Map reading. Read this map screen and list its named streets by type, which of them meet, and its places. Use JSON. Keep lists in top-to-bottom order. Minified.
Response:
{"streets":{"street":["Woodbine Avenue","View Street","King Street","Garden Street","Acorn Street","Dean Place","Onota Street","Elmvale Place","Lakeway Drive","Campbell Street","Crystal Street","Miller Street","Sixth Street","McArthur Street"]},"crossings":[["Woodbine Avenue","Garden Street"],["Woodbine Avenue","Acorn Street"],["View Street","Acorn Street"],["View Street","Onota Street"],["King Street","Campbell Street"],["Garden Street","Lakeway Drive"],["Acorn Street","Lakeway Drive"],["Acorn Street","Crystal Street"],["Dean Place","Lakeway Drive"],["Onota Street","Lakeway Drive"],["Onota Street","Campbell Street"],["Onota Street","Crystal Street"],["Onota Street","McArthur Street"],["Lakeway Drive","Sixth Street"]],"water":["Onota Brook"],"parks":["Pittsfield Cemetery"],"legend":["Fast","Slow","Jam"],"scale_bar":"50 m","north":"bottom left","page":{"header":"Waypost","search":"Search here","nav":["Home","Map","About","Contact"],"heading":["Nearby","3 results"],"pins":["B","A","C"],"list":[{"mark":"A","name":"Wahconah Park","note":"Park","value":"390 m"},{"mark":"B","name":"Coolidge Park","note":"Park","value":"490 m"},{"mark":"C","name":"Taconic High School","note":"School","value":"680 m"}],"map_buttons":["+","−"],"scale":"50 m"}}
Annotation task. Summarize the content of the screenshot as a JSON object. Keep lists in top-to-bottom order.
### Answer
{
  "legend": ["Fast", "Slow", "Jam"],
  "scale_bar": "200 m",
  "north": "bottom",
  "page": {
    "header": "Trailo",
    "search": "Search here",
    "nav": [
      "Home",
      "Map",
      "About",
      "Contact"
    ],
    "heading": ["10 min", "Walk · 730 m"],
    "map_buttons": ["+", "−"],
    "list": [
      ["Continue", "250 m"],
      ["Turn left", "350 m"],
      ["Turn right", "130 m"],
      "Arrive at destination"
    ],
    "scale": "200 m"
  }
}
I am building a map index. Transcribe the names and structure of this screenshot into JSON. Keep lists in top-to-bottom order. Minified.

· · · · ·

- _Work item_
The whole of the material above is to be restated exactly.

- _Answer section_
Map reading. Read this map screen and list its named streets by type, which of them meet, and its places. Use JSON. Keep lists in top-to-bottom order. Minified.
Response:
{"streets":{"street":["Woodbine Avenue","View Street","King Street","Garden Street","Acorn Street","Dean Place","Onota Street","Elmvale Place","Lakeway Drive","Campbell Street","Crystal Street","Miller Street","Sixth Street","McArthur Street"]},"crossings":[["Woodbine Avenue","Garden Street"],["Woodbine Avenue","Acorn Street"],["View Street","Acorn Street"],["View Street","Onota Street"],["King Street","Campbell Street"],["Garden Street","Lakeway Drive"],["Acorn Street","Lakeway Drive"],["Acorn Street","Crystal Street"],["Dean Place","Lakeway Drive"],["Onota Street","Lakeway Drive"],["Onota Street","Campbell Street"],["Onota Street","Crystal Street"],["Onota Street","McArthur Street"],["Lakeway Drive","Sixth Street"]],"water":["Onota Brook"],"parks":["Pittsfield Cemetery"],"legend":["Fast","Slow","Jam"],"scale_bar":"50 m","north":"bottom left","page":{"header":"Waypost","search":"Search here","nav":["Home","Map","About","Contact"],"heading":["Nearby","3 results"],"pins":["B","A","C"],"list":[{"mark":"A","name":"Wahconah Park","note":"Park","value":"390 m"},{"mark":"B","name":"Coolidge Park","note":"Park","value":"490 m"},{"mark":"C","name":"Taconic High School","note":"School","value":"680 m"}],"map_buttons":["+","−"],"scale":"50 m"}}
Annotation task. Summarize the content of the screenshot as a JSON object. Keep lists in top-to-bottom order.
### Answer
{
  "legend": ["Fast", "Slow", "Jam"],
  "scale_bar": "200 m",
  "north": "bottom",
  "page": {
    "header": "Trailo",
    "search": "Search here",
    "nav": [
      "Home",
      "Map",
      "About",
      "Contact"
    ],
    "heading": ["10 min", "Walk · 730 m"],
    "map_buttons": ["+", "−"],
    "list": [
      ["Continue", "250 m"],
      ["Turn left", "350 m"],
      ["Turn right", "130 m"],
      "Arrive at destination"
    ],
    "scale": "200 m"
  }
}
I am building a map index. Transcribe the names and structure of this screenshot into JSON. Keep lists in top-to-bottom order. Minified.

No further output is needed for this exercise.